EXTRACTED MATERIAL
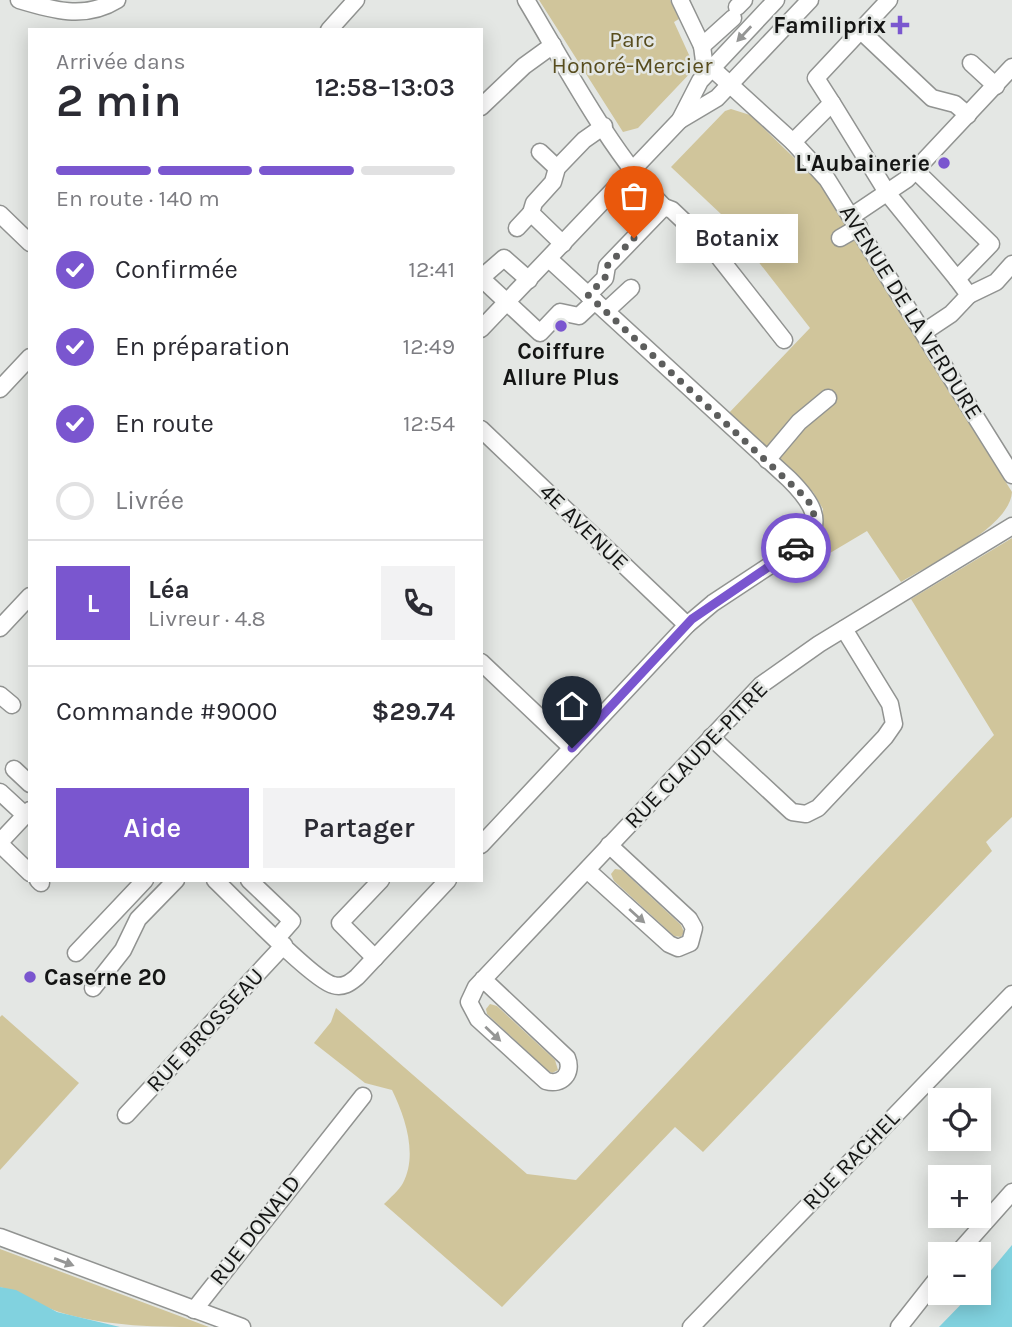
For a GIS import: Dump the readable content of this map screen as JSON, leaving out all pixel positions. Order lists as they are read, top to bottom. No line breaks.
---
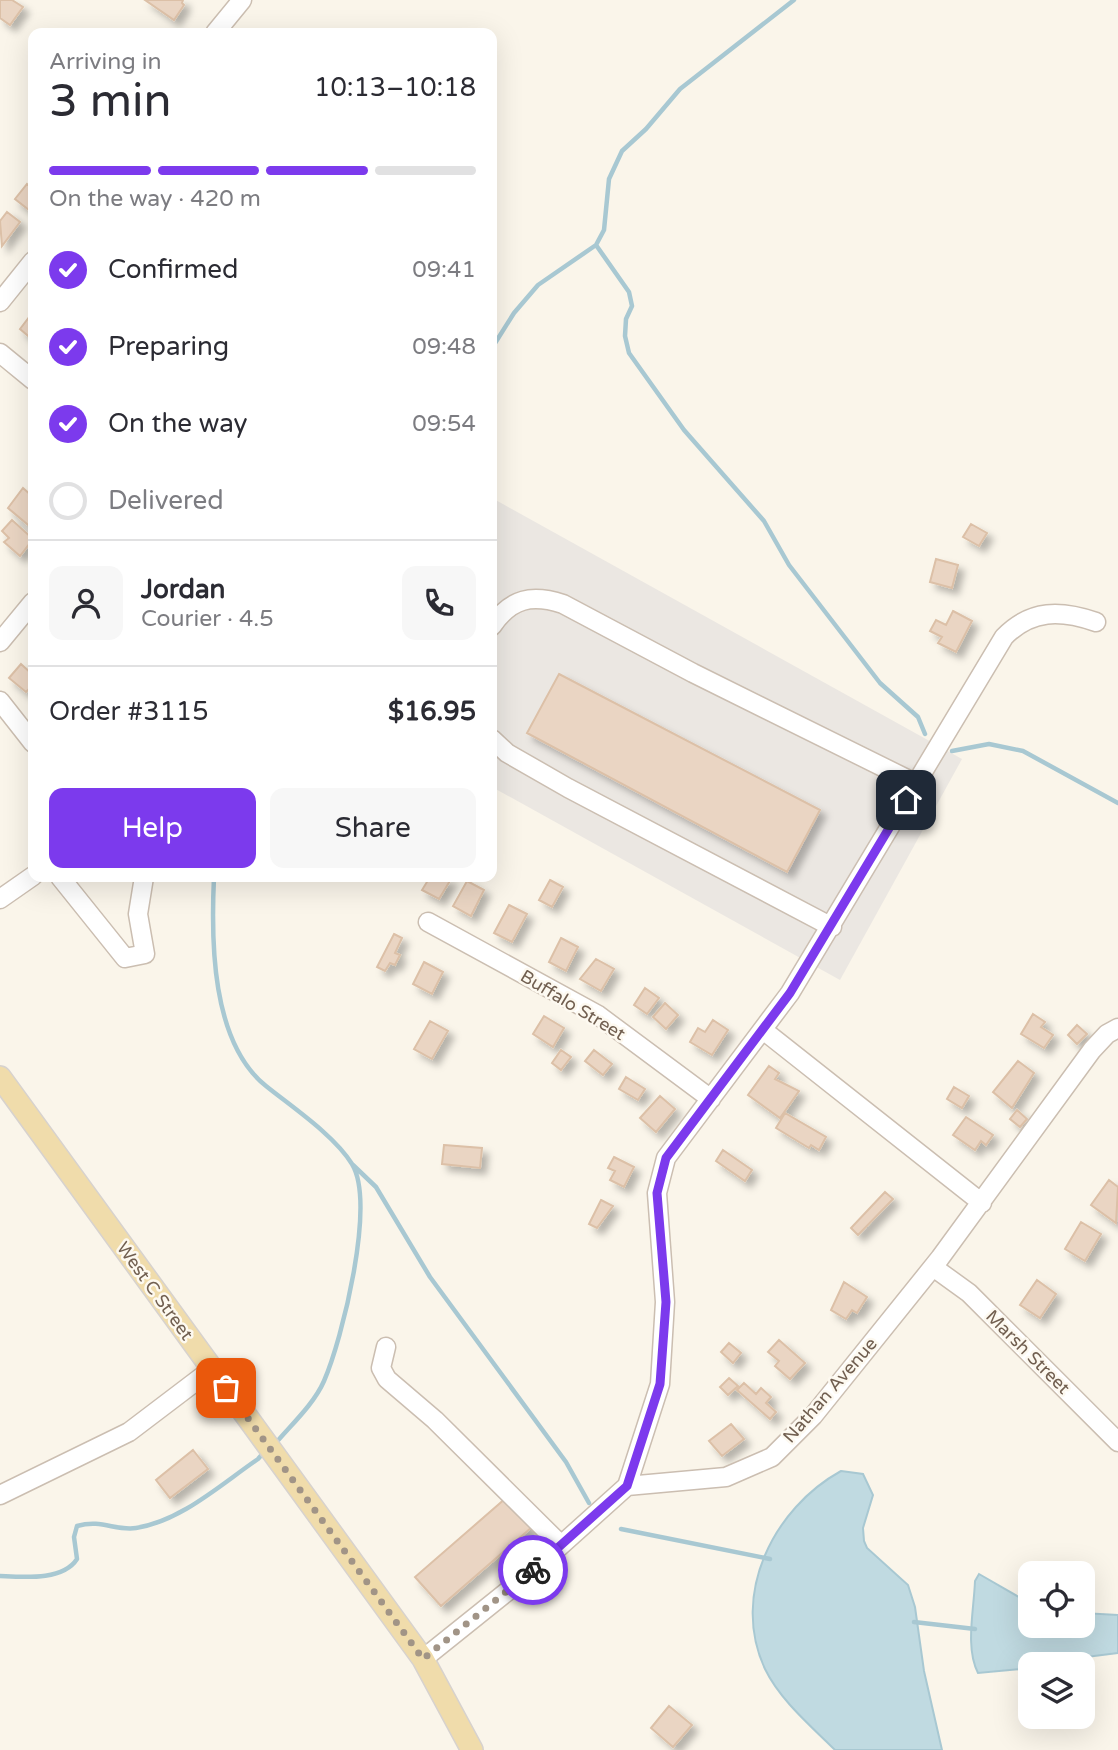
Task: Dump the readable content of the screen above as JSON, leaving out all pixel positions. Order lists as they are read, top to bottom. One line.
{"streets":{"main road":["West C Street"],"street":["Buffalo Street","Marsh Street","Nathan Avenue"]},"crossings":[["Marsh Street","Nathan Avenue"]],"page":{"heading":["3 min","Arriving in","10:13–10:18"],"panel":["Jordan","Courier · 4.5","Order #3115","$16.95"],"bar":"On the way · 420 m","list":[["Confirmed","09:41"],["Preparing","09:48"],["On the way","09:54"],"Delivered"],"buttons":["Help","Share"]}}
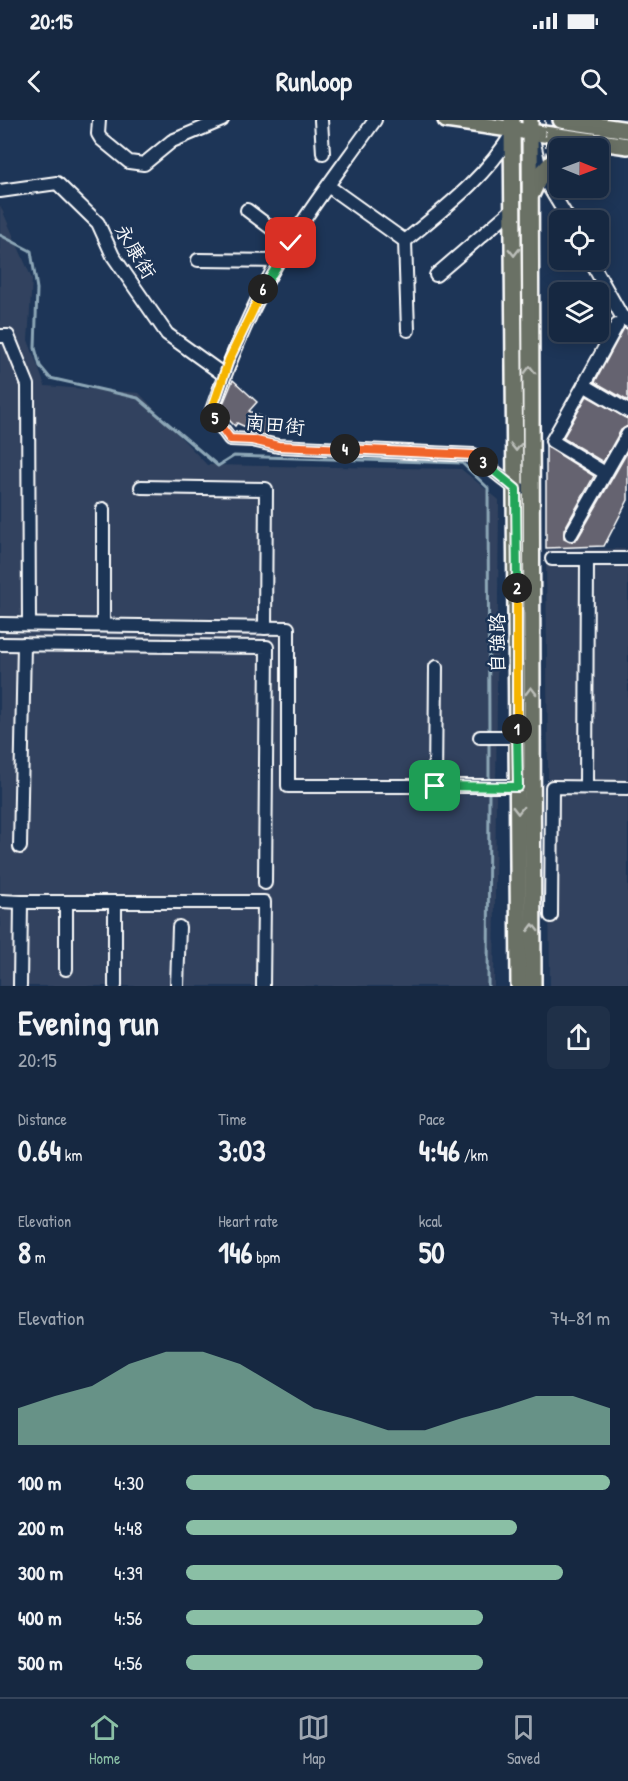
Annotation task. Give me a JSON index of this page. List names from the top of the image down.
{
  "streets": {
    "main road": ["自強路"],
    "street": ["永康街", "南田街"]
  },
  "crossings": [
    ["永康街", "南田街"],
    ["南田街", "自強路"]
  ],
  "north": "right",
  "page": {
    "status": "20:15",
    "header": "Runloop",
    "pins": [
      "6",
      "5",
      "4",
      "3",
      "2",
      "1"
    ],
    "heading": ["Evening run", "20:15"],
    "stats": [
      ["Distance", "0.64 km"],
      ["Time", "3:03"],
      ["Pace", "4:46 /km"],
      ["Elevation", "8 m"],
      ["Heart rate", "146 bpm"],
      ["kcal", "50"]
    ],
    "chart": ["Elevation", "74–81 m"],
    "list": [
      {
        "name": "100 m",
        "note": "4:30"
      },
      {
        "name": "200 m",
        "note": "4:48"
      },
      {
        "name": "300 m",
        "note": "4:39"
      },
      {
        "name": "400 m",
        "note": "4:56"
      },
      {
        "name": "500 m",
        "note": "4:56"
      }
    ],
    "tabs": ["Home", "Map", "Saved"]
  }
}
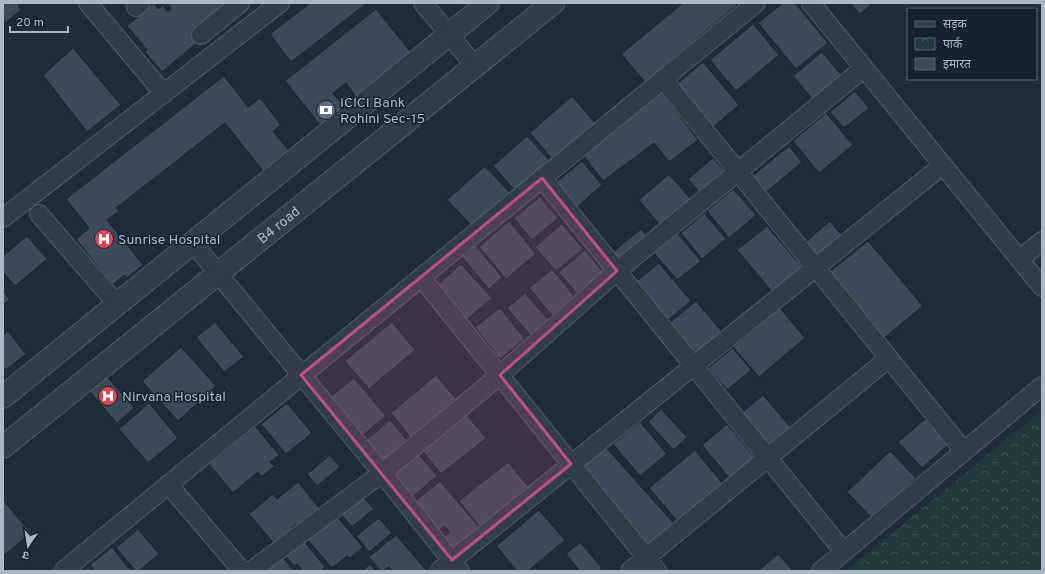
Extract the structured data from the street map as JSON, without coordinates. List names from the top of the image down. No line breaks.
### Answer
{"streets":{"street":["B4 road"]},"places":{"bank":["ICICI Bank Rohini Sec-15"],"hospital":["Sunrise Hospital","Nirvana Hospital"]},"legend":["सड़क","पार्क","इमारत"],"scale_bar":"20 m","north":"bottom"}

PROBLEM STATEMENT
Using the records above, give the count of lines with the word "breaks", and write nothing more.

TASK RESPONSE
2